- _What the task asks_
Every line of the data below is to be retyped exactly.

- _Records for this task_
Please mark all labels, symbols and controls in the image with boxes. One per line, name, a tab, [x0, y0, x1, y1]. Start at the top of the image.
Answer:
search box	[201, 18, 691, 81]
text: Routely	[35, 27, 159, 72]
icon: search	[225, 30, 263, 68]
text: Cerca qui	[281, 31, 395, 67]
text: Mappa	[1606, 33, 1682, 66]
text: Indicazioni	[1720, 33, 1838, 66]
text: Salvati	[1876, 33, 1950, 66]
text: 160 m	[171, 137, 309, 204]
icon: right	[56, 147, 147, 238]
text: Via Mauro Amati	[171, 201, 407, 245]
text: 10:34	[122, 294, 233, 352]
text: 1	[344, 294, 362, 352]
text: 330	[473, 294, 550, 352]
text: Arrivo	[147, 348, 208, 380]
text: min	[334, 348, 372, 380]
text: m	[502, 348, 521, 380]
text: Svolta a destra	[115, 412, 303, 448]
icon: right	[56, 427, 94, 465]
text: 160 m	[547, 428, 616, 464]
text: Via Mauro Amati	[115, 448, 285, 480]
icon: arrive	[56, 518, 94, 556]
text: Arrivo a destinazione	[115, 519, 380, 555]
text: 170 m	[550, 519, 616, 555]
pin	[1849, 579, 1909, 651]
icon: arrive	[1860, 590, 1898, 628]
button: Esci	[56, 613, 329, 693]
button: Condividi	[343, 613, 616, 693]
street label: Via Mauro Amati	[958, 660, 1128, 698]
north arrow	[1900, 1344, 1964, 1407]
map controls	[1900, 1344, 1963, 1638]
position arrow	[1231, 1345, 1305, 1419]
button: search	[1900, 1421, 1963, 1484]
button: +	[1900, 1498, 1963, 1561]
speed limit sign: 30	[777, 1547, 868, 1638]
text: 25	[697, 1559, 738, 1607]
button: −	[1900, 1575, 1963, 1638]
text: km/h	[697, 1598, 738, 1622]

- _Result of the exercise_
Please mark all labels, symbols and controls in the image with boxes. One per line, name, a tab, [x0, y0, x1, y1]. Start at the top of the image.
Answer:
search box	[201, 18, 691, 81]
text: Routely	[35, 27, 159, 72]
icon: search	[225, 30, 263, 68]
text: Cerca qui	[281, 31, 395, 67]
text: Mappa	[1606, 33, 1682, 66]
text: Indicazioni	[1720, 33, 1838, 66]
text: Salvati	[1876, 33, 1950, 66]
text: 160 m	[171, 137, 309, 204]
icon: right	[56, 147, 147, 238]
text: Via Mauro Amati	[171, 201, 407, 245]
text: 10:34	[122, 294, 233, 352]
text: 1	[344, 294, 362, 352]
text: 330	[473, 294, 550, 352]
text: Arrivo	[147, 348, 208, 380]
text: min	[334, 348, 372, 380]
text: m	[502, 348, 521, 380]
text: Svolta a destra	[115, 412, 303, 448]
icon: right	[56, 427, 94, 465]
text: 160 m	[547, 428, 616, 464]
text: Via Mauro Amati	[115, 448, 285, 480]
icon: arrive	[56, 518, 94, 556]
text: Arrivo a destinazione	[115, 519, 380, 555]
text: 170 m	[550, 519, 616, 555]
pin	[1849, 579, 1909, 651]
icon: arrive	[1860, 590, 1898, 628]
button: Esci	[56, 613, 329, 693]
button: Condividi	[343, 613, 616, 693]
street label: Via Mauro Amati	[958, 660, 1128, 698]
north arrow	[1900, 1344, 1964, 1407]
map controls	[1900, 1344, 1963, 1638]
position arrow	[1231, 1345, 1305, 1419]
button: search	[1900, 1421, 1963, 1484]
button: +	[1900, 1498, 1963, 1561]
speed limit sign: 30	[777, 1547, 868, 1638]
text: 25	[697, 1559, 738, 1607]
button: −	[1900, 1575, 1963, 1638]
text: km/h	[697, 1598, 738, 1622]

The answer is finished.